Gene Roberts, who succeeded Sitton and was The Times’ chief correspondent in the South, said in a phone interview Tuesday: “It would be hard to overestimate Bill’s importance to journalism and to keeping the country abreast of what was going on in Mississippi. When you had to barrel quickly into Mississippi, your first stop would be Bill Minor.’’
Ellen Ann Fentress, who recently completed a documentary film about Mr. Minor titled — like his weekly column — “Eyes on Mississippi,’’ called him “the most essential reporter the nation has never heard of.’’
Mr. Minor’s first assignment in Jackson was the funeral of Theodore G. Bilbo, a US senator from Mississippi and an unabashed white supremacist who died in 1947. As Mr. Minor later recalled, he thought at the time that segregation might be buried with Bilbo.

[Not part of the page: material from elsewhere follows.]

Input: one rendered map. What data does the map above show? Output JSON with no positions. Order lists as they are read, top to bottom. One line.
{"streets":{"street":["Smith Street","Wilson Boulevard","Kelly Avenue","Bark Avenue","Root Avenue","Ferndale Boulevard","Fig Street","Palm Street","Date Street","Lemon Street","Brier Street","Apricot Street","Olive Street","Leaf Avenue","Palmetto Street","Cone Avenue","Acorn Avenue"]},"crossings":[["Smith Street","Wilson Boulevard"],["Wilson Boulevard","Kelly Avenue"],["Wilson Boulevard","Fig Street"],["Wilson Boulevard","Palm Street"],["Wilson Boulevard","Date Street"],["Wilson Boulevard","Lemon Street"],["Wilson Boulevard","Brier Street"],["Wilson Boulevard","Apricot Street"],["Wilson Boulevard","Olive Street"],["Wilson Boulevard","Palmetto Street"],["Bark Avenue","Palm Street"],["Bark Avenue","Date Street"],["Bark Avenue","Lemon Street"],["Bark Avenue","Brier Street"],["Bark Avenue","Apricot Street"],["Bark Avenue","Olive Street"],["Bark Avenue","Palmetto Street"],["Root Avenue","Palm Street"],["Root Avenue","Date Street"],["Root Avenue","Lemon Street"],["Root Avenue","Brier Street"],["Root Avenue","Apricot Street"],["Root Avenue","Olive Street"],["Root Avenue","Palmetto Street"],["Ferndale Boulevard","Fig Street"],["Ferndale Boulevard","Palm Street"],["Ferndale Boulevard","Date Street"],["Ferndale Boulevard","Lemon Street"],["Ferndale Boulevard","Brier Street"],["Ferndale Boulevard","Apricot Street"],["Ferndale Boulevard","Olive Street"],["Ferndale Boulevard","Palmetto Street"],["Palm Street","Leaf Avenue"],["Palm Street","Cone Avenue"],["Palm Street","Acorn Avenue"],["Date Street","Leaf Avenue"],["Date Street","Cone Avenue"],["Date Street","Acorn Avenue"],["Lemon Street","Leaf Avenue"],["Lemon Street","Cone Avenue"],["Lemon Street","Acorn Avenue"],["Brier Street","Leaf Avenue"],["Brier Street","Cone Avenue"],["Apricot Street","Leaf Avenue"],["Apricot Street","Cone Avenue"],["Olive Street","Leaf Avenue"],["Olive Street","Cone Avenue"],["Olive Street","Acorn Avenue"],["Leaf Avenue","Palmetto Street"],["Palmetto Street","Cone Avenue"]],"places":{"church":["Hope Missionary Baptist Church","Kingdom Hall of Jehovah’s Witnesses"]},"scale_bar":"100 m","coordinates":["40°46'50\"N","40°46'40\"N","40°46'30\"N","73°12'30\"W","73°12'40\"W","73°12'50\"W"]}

As it endured, Mr. Minor covered every benchmark along the way: the revolt of the Dixiecrats in the 1948 presidential election; the 1955 murder trial of two white men in the death of Emmett Till, a 14-year-old black boy who was said to have whistled at a white woman; James Meredith’s enrollment as the first black student at the University of Mississippi in 1962; the Woolworth’s lunch counter sit-in and the murder of Medgar Evers in 1963; and the murder of three civil rights workers in Neshoba County, Miss., in 1964.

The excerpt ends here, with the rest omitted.